Restate the whole of the data below word for word, skipping the images.

| Given records |
+-------+
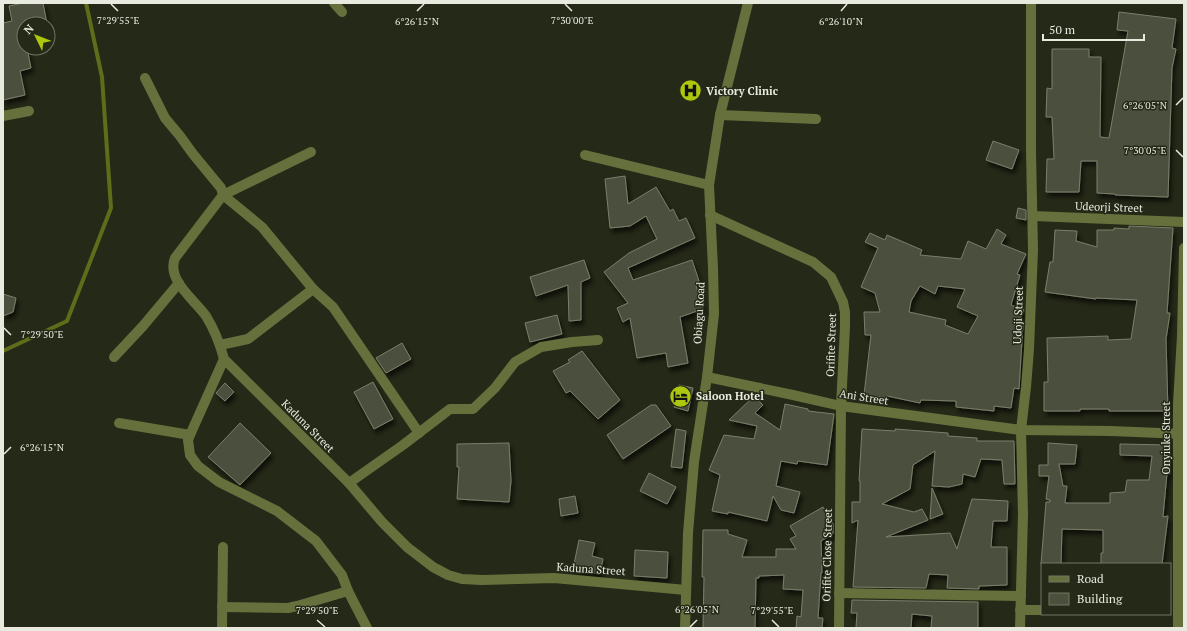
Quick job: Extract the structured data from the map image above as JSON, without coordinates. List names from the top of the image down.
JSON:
{
  "streets": {
    "street": [
      "Udeorji Street",
      "Obiagu Road",
      "Udoji Street",
      "Orifite Street",
      "Ani Street",
      "Kaduna Street",
      "Onyiuke Street",
      "Orifite Close Street"
    ]
  },
  "crossings": [
    ["Udeorji Street", "Udoji Street"],
    ["Obiagu Road", "Orifite Street"],
    ["Obiagu Road", "Ani Street"],
    ["Obiagu Road", "Kaduna Street"],
    ["Udoji Street", "Ani Street"],
    ["Orifite Street", "Ani Street"],
    ["Orifite Street", "Orifite Close Street"],
    ["Ani Street", "Onyiuke Street"]
  ],
  "places": {
    "hospital": ["Victory Clinic"],
    "hotel": ["Saloon Hotel"]
  },
  "legend": ["Road", "Building"],
  "scale_bar": "50 m",
  "north": "top left",
  "coordinates": [
    "7°29'55\"E",
    "7°30'00\"E",
    "6°26'15\"N",
    "6°26'10\"N",
    "6°26'05\"N",
    "7°30'05\"E",
    "7°29'50\"E"
  ]
}
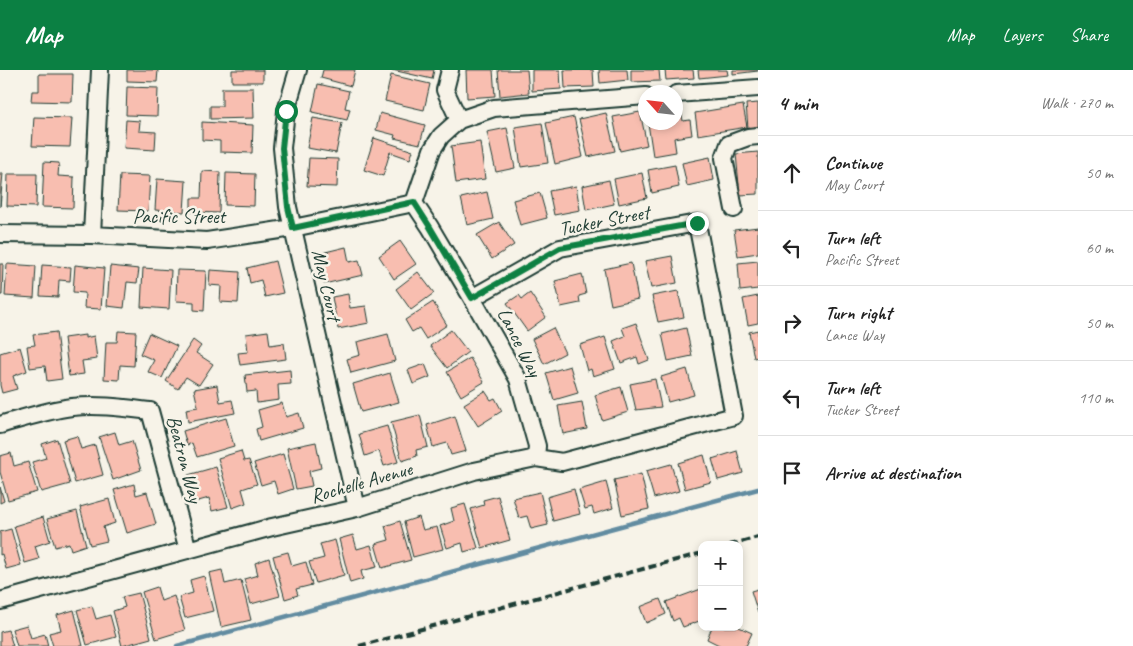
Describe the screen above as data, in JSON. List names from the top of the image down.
{
  "streets": {
    "street": [
      "Pacific Street",
      "Tucker Street",
      "May Court",
      "Lance Way",
      "Beatron Way",
      "Rochelle Avenue"
    ]
  },
  "crossings": [
    ["Pacific Street", "May Court"],
    ["Pacific Street", "Lance Way"],
    ["Tucker Street", "Lance Way"],
    ["Tucker Street", "Rochelle Avenue"],
    ["May Court", "Rochelle Avenue"],
    ["Lance Way", "Rochelle Avenue"],
    ["Beatron Way", "Rochelle Avenue"]
  ],
  "north": "top left",
  "page": {
    "header": "Map",
    "nav": ["Map", "Layers", "Share"],
    "heading": ["4 min", "Walk · 270 m"],
    "list": [
      ["Continue", "May Court", "50 m"],
      ["Turn left", "Pacific Street", "60 m"],
      ["Turn right", "Lance Way", "50 m"],
      ["Turn left", "Tucker Street", "110 m"],
      "Arrive at destination"
    ],
    "map_buttons": ["+", "−"]
  }
}
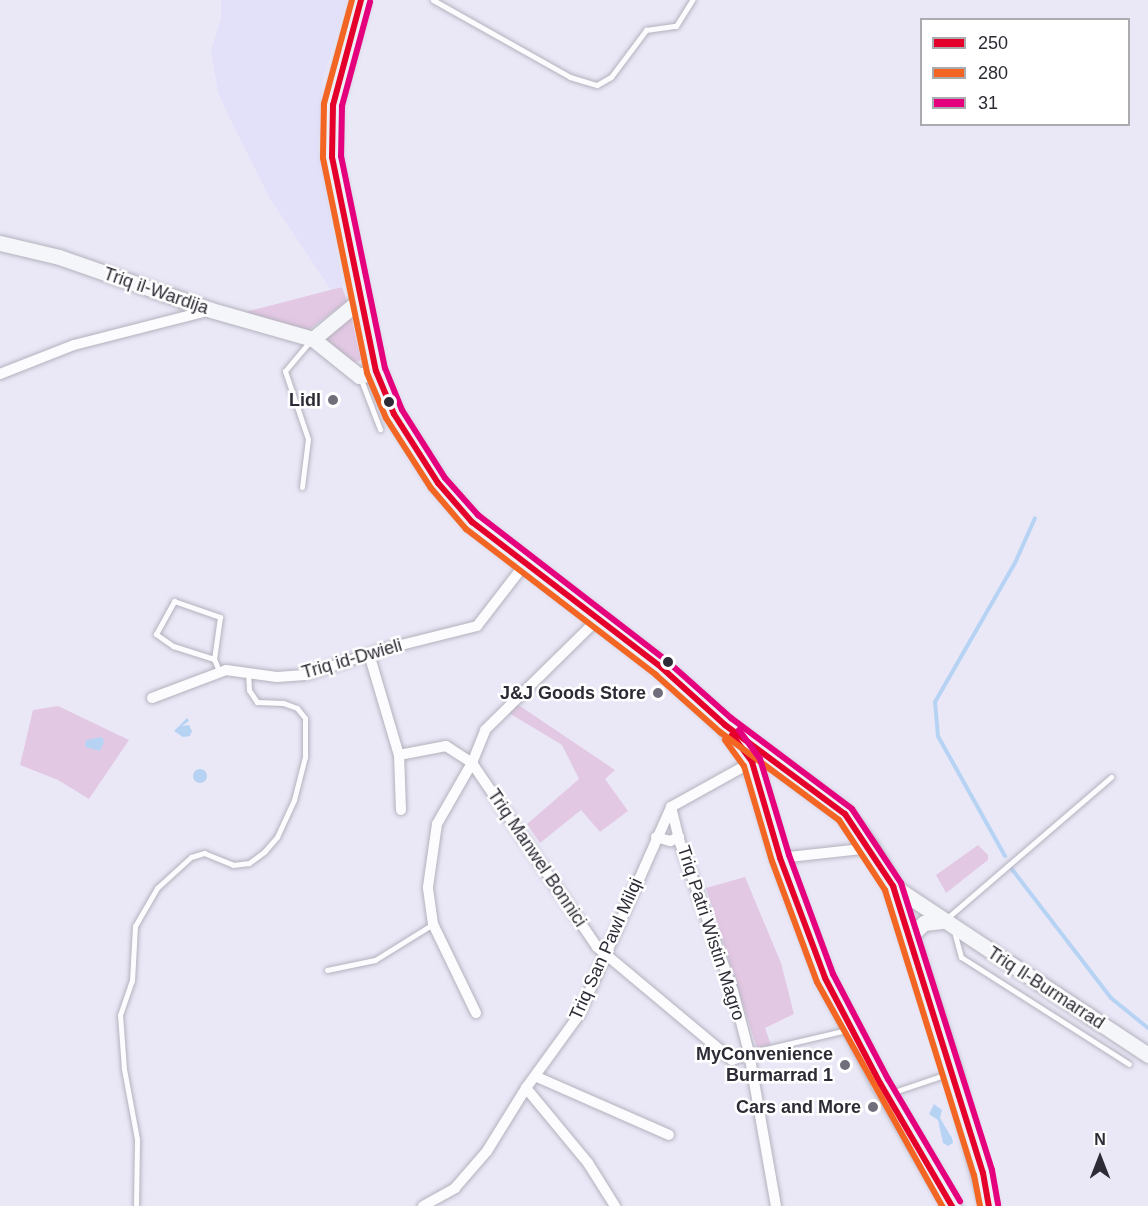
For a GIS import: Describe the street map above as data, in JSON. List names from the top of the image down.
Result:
{
  "streets": {
    "street": [
      "Triq il-Wardija",
      "Triq id-Dwieli",
      "Triq Manwel Bonnici",
      "Triq Patri Wistin Magro",
      "Triq San Pawl Milqi",
      "Triq Il-Burmarrad"
    ]
  },
  "crossings": [
    ["Triq Manwel Bonnici", "Triq Patri Wistin Magro"],
    ["Triq Manwel Bonnici", "Triq San Pawl Milqi"],
    ["Triq Patri Wistin Magro", "Triq San Pawl Milqi"]
  ],
  "places": [
    "Lidl",
    "J&J Goods Store",
    "MyConvenience Burmarrad 1",
    "Cars and More"
  ],
  "lines": ["transit line 250", "transit line 280", "transit line 31"],
  "legend": ["250", "280", "31"],
  "north": "top"
}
+-------+
| Response area |
Quick job: Extract the structured data from the map image above as JSON, without coordinates. List names from the top of the image down.
JSON:
{
  "streets": {
    "street": [
      "Udeorji Street",
      "Obiagu Road",
      "Udoji Street",
      "Orifite Street",
      "Ani Street",
      "Kaduna Street",
      "Onyiuke Street",
      "Orifite Close Street"
    ]
  },
  "crossings": [
    ["Udeorji Street", "Udoji Street"],
    ["Obiagu Road", "Orifite Street"],
    ["Obiagu Road", "Ani Street"],
    ["Obiagu Road", "Kaduna Street"],
    ["Udoji Street", "Ani Street"],
    ["Orifite Street", "Ani Street"],
    ["Orifite Street", "Orifite Close Street"],
    ["Ani Street", "Onyiuke Street"]
  ],
  "places": {
    "hospital": ["Victory Clinic"],
    "hotel": ["Saloon Hotel"]
  },
  "legend": ["Road", "Building"],
  "scale_bar": "50 m",
  "north": "top left",
  "coordinates": [
    "7°29'55\"E",
    "7°30'00\"E",
    "6°26'15\"N",
    "6°26'10\"N",
    "6°26'05\"N",
    "7°30'05\"E",
    "7°29'50\"E"
  ]
}
Describe the screen above as data, in JSON. List names from the top of the image down.
{
  "streets": {
    "street": [
      "Pacific Street",
      "Tucker Street",
      "May Court",
      "Lance Way",
      "Beatron Way",
      "Rochelle Avenue"
    ]
  },
  "crossings": [
    ["Pacific Street", "May Court"],
    ["Pacific Street", "Lance Way"],
    ["Tucker Street", "Lance Way"],
    ["Tucker Street", "Rochelle Avenue"],
    ["May Court", "Rochelle Avenue"],
    ["Lance Way", "Rochelle Avenue"],
    ["Beatron Way", "Rochelle Avenue"]
  ],
  "north": "top left",
  "page": {
    "header": "Map",
    "nav": ["Map", "Layers", "Share"],
    "heading": ["4 min", "Walk · 270 m"],
    "list": [
      ["Continue", "May Court", "50 m"],
      ["Turn left", "Pacific Street", "60 m"],
      ["Turn right", "Lance Way", "50 m"],
      ["Turn left", "Tucker Street", "110 m"],
      "Arrive at destination"
    ],
    "map_buttons": ["+", "−"]
  }
}
For a GIS import: Describe the street map above as data, in JSON. List names from the top of the image down.
Result:
{
  "streets": {
    "street": [
      "Triq il-Wardija",
      "Triq id-Dwieli",
      "Triq Manwel Bonnici",
      "Triq Patri Wistin Magro",
      "Triq San Pawl Milqi",
      "Triq Il-Burmarrad"
    ]
  },
  "crossings": [
    ["Triq Manwel Bonnici", "Triq Patri Wistin Magro"],
    ["Triq Manwel Bonnici", "Triq San Pawl Milqi"],
    ["Triq Patri Wistin Magro", "Triq San Pawl Milqi"]
  ],
  "places": [
    "Lidl",
    "J&J Goods Store",
    "MyConvenience Burmarrad 1",
    "Cars and More"
  ],
  "lines": ["transit line 250", "transit line 280", "transit line 31"],
  "legend": ["250", "280", "31"],
  "north": "top"
}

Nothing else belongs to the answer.